Our new
white paper, written in partnership with the
Alliance for Innovative Regulation (AIR), seeks to address that question, with the aim of fostering thought and dialogue among agencies, the financial services industry, risk model vendors, and entities interested in the performance, outputs, and compliance of models used to identify, mitigate, and combat risks in financial services. This white paper does not address issues that may arise with other applications of AI/ML in the financial services industry, such as consumer credit underwriting or models using generative AI or Large Language Models, which are better addressed iteratively.
The paper argues that MRM guidance, given its broad, principles-based approach, continues to provide an appropriate framework for assessing financial institutions’ management of model risk, even for Risk AI/ML models. Working within an existing framework takes advantage of the knowledge and operational capabilities of institutions that already understand this framework, instead of having to create an entirely new approach, which generally takes longer to implement and make effective. Nonetheless, the paper recognizes that AI/ML models have unique traits and characteristics compared to conventional models, including their potential dynamism and pattern recognition capabilities. These distinctions must be in focus when considering how MRM guidance should be applied to Risk AI/ML models.
Taking into account those unique aspects of AI/ML models, the paper offers specific observations and recommendations regarding the application of MRM guidance to Risk AI/ML models, including:
- Risk assessment: In assessing risk, it is important to recognize that AI/ML models are not inherently more risky than conventional models. A risk-tiering assessment must consider the targeted business application or process for which a model is used, as well as the model’s complexity and materiality. To assist in these assessments, regulators could clarify that the use of AI/ML alone does not place a model into a high-risk tier and publish further guidance to help set expectations regarding the materiality/risk ratings of AI/ML models as applied to common use cases.
- Safety and soundness: Due to the dynamic nature of Risk AI/ML models, reliance on extensive and ongoing testing focused on outcomes throughout the development and implementation stages of such models should be primary in satisfying regulatory expectations of soundness. To that end, the development of technical metrics and related testing benchmarks should be encouraged. Model “explainability,” while useful for purposes of understanding the specific outputs of AI/ML models, may be less effective or insufficient for establishing whether the model as a whole is sound and fit for purpose.

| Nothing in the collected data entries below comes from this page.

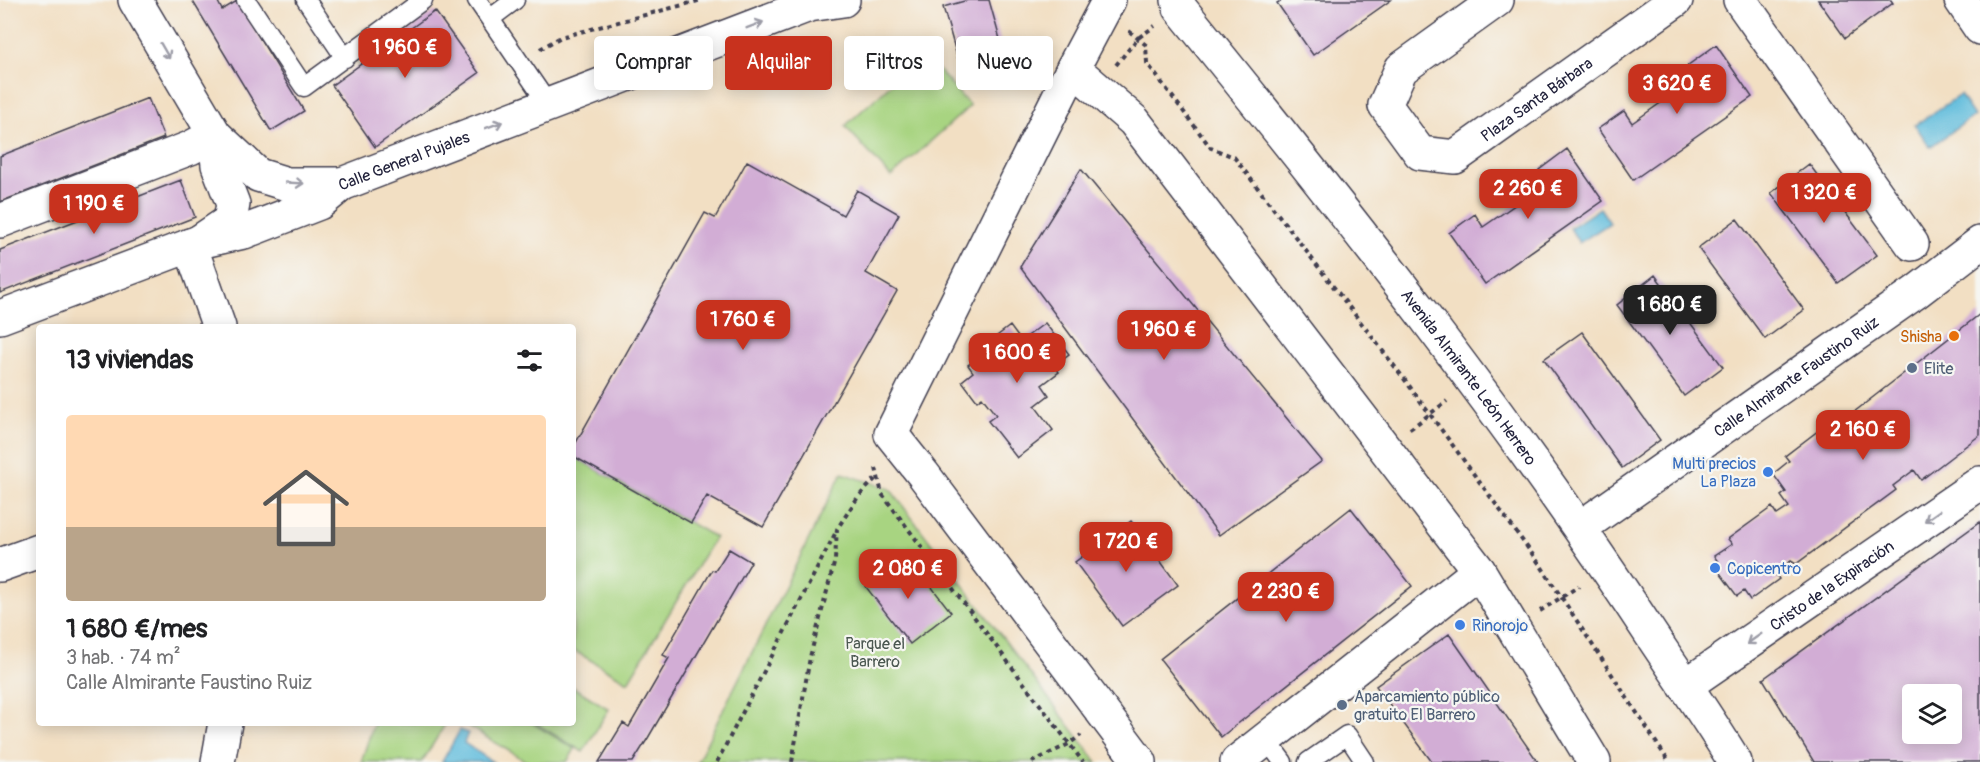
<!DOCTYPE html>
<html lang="es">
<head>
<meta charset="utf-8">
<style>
  :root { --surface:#fff; --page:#f6f6f6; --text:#202124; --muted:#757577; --line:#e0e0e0; --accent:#c8321e }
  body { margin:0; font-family:Pangolin,sans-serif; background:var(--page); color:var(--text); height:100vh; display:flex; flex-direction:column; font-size:22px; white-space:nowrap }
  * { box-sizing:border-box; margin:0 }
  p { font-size:20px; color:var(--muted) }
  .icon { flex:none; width:33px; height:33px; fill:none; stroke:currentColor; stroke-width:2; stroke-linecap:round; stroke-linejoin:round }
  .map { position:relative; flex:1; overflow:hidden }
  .panel { position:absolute; left:36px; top:324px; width:540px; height:402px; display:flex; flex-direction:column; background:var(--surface); border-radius:6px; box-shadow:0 3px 15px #0003 }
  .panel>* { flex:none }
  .hud { position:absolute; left:594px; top:36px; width:570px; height:54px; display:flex; gap:12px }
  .buttons { position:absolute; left:1902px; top:684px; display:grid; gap:12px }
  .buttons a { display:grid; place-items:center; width:60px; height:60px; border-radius:6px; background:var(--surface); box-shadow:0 3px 15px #0003; font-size:30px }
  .price { position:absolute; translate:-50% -51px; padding:0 14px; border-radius:12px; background:var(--accent); color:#fff; font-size:20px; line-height:39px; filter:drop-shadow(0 2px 3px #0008) }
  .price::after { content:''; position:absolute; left:50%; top:36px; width:18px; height:14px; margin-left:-9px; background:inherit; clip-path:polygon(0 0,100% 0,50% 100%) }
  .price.selected { background:#222; color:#fff }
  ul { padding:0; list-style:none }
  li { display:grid; align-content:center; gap:12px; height:318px; padding:0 30px }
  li+li { border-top:2px solid var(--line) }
  li span { display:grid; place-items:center; height:186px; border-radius:6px; color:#555 }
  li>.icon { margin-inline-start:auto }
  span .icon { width:108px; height:108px; fill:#fffc; stroke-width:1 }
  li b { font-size:26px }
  h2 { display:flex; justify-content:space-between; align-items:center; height:72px; padding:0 30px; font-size:26px }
  .tag { padding:0 21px; border-radius:6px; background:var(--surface); box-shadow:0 3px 15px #0003; font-size:21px; line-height:54px }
  .tag.selected { background:var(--accent); color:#fff }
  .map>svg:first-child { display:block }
  .green { fill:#a8d481; stroke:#657b5e; stroke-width:1.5 }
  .water { fill:#5ebcdc; stroke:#406f8c; stroke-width:1.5 }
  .building { fill:#d2add5; fill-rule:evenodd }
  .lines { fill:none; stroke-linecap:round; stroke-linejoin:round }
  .lane-casing { stroke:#413e4f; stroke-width:21 }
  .street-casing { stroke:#413e4f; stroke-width:36 }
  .secondary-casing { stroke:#413e4f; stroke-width:36 }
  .path { stroke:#413e4f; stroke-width:4; stroke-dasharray:4.5 4.5; stroke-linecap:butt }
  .lane { stroke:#fff; stroke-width:18 }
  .street { stroke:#fff; stroke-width:33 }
  .secondary { stroke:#fff; stroke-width:33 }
  .oneway { stroke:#9c9ca7 }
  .food-dot { fill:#e8710a; stroke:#f6f6f2; stroke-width:2 }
  .service-dot { fill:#5c6f8a; stroke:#f6f6f2; stroke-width:2 }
  .shop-dot { fill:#3f7fe0; stroke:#f6f6f2; stroke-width:2 }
  .labels { text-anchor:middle; stroke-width:4.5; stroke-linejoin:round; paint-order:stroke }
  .street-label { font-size:16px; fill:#22223b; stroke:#f6f6f2 }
  .food-label { font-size:16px; fill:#c56008; stroke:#f6f6f2; text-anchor:end }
  .service-label { font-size:16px; fill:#4e5e75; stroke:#f6f6f2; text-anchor:start }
  .shop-label { font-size:16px; fill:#366cbe; stroke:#f6f6f2; text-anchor:start }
  .park-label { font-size:16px; fill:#4a5750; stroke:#f6f6f2 }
</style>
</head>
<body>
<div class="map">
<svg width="1980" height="762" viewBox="0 0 1980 762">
  <rect width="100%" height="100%" fill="#f6f6f2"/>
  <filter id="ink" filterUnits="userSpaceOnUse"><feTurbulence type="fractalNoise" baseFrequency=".0167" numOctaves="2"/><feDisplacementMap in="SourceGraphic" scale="12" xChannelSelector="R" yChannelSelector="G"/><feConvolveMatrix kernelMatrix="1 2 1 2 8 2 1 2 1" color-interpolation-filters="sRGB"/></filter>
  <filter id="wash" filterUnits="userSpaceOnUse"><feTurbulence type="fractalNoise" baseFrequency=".008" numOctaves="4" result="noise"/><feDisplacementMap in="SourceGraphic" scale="24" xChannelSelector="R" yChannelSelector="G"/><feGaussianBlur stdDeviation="1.35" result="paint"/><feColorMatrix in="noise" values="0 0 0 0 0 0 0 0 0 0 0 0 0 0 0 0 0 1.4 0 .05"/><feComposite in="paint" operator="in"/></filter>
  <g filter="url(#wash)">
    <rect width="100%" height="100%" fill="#f2dfc3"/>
    <path class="green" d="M924,54L970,106L891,177L845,126Z
      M573,456L715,537L628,682L573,650Z
      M842,473L890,489L1097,762H697Z
      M573,687L609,709L583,752L535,723H573Z
      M374,723H446L422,762H361Z
      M463,723H532L575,749L567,762H527Z"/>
    <path class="water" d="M1960,95L1974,116L1930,147L1915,125Z
      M1600,208L1610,223L1579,243L1570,228Z
      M460,730L468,733L464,743L493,762H442Z"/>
    <g id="blocks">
      <path class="building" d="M192,0H217L222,10L237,1L304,111L271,131Z
        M968,0H989L1003,50L959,63L943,7Z
        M1282,0H1391L1313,55L1277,3Z
        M1818,0H1891L1893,3L1845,38Z
        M435,11L479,73L375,147L332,85Z
        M1716,45L1752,97L1633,180L1598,129L1624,111L1632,123L1696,78L1687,66Z
        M148,98L164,138L0,202V156Z
        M1567,149L1603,201L1485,284L1449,233L1475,214L1483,227L1548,182L1539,170Z
        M747,161L843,215L857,190L899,214L866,273L897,291L763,527L707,496L691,523L573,456V448L705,213L715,218Z
        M1809,164L1877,255L1838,283L1771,193Z
        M1081,169L1322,461L1219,535L1020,267Z
        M181,180L195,217L0,293V250Z
        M1737,219L1804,310L1765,339L1698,248Z
        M1655,275L1723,367L1684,396L1617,305Z
        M1980,314V435L1921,480L1914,470L1893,486L1896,490L1796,564L1791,561L1775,573L1779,579L1750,600L1744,591L1737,596L1717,569L1721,566L1714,556L1732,544L1728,539L1772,507L1777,515L1789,507L1781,496L1786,492L1773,474L1789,461L1785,456L1823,427L1827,433Z
        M1045,323L1069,354L1054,365L1059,372L1042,385L1049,395L1035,406L1053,430L1017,458L988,421L996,415L982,397L977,401L962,381L973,372L968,365L979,357L976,352L1010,326L1021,341Z
        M1582,332L1660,440L1622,468L1544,359Z
        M1351,508L1412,586L1221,737L1160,659Z
        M1131,521L1178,585L1122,626L1075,562Z
        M1980,522V762H1814L1763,679ZM1912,694H1952V734H1912Z
        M729,549L751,562L648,738L633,762H599L623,723L629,727L669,658L663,655L712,570L715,571Z
        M907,555L951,612L910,644L866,587Z
        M1449,634L1538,762H1432L1376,686Z"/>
    </g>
  </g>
  <g filter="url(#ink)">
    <use href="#blocks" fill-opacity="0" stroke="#413e4f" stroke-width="1.5"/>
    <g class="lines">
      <g class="lane-casing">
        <path id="lane" d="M246,0L304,87L423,0
          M306,0L345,58
          M477,0L548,104
          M491,18L515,0
          M1266,739L1283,762
          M1308,762L1347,735L1365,762"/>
      </g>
      <g class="street-casing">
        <g id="street">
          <path d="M1109,0L1073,68L891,434L923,474L1140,762"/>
          <path id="s1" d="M1497,0L1401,69L1385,105L1420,153L1455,157L1676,0"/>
          <path d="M1740,0L1912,244"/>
          <path d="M1961,0L1980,28"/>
          <path d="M1073,68L1134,121L1479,571L1594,762"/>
          <path d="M0,221L190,148L215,135L218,165L233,204L230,221L199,242"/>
          <path d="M190,245L219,327"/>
          <path id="s2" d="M1580,528L1916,292L1980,243"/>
          <path d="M0,565L39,551"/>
          <path id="s3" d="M1685,686L1980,483"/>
          <path d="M218,762L225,723"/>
          <path d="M1237,762L1479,571"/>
        </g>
      </g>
      <g class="secondary-casing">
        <g id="secondary">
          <path d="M135,0L215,135L258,175L287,184H342"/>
          <path id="s4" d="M1178,0L1180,8C1345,211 1508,416 1652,636C1680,678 1709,719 1735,762"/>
          <path id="s5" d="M0,317L199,242L244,232L319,203L342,184L809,5L843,0"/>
        </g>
      </g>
      <path class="path" d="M1129,31L1146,45L1147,63L1211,148L1234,157L1402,376L1541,566L1669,762
        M540,49L561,37L702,0
        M1116,65L1138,38L1155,26
        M1410,429L1447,401
        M876,468L882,494L1083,762
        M1540,611L1579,586
        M717,762L836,532
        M792,762L810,657L835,560L837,529L858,497L877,477
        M1032,762L1069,744L1081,735"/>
      <use href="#lane" class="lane"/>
      <use href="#street" class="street"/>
      <use href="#secondary" class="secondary"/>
    </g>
    <defs><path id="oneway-shaft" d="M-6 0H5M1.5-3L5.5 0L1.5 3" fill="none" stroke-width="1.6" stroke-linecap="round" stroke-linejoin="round" transform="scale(1.5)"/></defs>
    <g class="oneway">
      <use href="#oneway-shaft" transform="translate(755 25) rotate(-21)"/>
      <use href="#oneway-shaft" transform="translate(165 51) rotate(60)"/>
      <use href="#oneway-shaft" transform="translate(494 125) rotate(-21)"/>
      <use href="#oneway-shaft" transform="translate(295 183) rotate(3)"/>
      <use href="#oneway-shaft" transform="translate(1932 516) rotate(145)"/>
      <use href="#oneway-shaft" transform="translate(1754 639) rotate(145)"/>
    </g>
  </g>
  <circle class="food-dot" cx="1954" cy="336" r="6"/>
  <g class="service-dot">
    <circle cx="1912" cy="368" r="6"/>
    <circle cx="1342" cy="705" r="6"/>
  </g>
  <g class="shop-dot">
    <circle cx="1768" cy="472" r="6"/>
    <circle cx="1715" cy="568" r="6"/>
    <circle cx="1460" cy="625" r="6"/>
  </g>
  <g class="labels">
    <g class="street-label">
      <text dy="6" stroke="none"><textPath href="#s1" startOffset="352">Plaza Santa Bárbara</textPath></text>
      <text dy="6" stroke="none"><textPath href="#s5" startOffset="435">Calle General Pujales</textPath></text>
      <text dy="6" stroke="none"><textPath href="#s4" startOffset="477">Avenida Almirante León Herrero</textPath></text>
      <text dy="6" stroke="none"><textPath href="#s2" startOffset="264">Calle Almirante Faustino Ruiz</textPath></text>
      <text dy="6" stroke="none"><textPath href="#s3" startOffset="178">Cristo de la Expiración</textPath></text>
    </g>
    <g class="food-label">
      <text x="1942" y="342">Shisha</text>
    </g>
    <g class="service-label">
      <text x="1924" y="374">Elite</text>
      <text x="1354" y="702">Aparcamiento público<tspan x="1354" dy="18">gratuito El Barrero</tspan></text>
    </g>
    <g class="shop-label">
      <text x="1756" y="469" text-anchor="end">Multi precios<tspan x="1756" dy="18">La Plaza</tspan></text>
      <text x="1727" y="574">Copicentro</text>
      <text x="1472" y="631">Rinorojo</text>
    </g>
    <g class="park-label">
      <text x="875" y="649">Parque el<tspan x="875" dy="18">Barrero</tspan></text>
    </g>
  </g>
</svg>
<div class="buttons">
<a><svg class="icon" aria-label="layers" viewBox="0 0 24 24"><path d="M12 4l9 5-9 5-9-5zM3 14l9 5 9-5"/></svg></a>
</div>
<b class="price" style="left:405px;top:79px">1 960 €</b>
<b class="price" style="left:1677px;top:115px">3 620 €</b>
<b class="price" style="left:1528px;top:220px">2 260 €</b>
<b class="price" style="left:1824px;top:224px">1 320 €</b>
<b class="price" style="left:94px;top:235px">1 190 €</b>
<b class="price selected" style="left:1670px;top:336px">1 680 €</b>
<b class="price" style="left:743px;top:351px">1 760 €</b>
<b class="price" style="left:1164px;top:361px">1 960 €</b>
<b class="price" style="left:1017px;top:384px">1 600 €</b>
<b class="price" style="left:1863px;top:461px">2 160 €</b>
<b class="price" style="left:1126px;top:573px">1 720 €</b>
<b class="price" style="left:908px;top:600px">2 080 €</b>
<b class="price" style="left:1286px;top:623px">2 230 €</b>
<div class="hud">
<a class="tag">Comprar</a>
<a class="tag selected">Alquilar</a>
<a class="tag">Filtros</a>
<a class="tag">Nuevo</a>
</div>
<section class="panel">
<h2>13 viviendas<svg class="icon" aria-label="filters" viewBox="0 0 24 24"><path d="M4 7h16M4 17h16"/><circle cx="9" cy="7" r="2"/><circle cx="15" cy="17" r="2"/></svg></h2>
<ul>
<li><span style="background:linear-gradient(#ffd9b3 60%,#b9a48a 0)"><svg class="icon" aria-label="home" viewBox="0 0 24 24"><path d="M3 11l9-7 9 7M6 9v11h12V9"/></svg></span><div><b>1 680 €/mes</b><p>3 hab. · 74 m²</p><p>Calle Almirante Faustino Ruiz</p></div></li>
</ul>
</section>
</div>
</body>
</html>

- Model documentation: The touchstone for the sufficiency of documentation should be what is needed for the bank to use and validate the model, and understand its design, theory, and logic. Disclosure of proprietary details, such as model code, is unnecessary and unhelpful in verifying the sufficiency of a model and would deter model builders from sharing best-in-class technology with financial institutions.
- Industry standards and best practices: Regulators should support the development of global standards and their use across the financial services and regulatory landscape by explicitly recognizing such standards as presumptive evidence of compliance with the MRM guidance and sound AI/ML risk mitigation practices. In addition, regulators should foster industry collaboration and training based on such standards.
Governance controls: Regulators should use guidance to advance the use of governance controls, including incremental rollouts and circuit breakers, as essential tools in mitigating risks associated with Risk AI/ML models.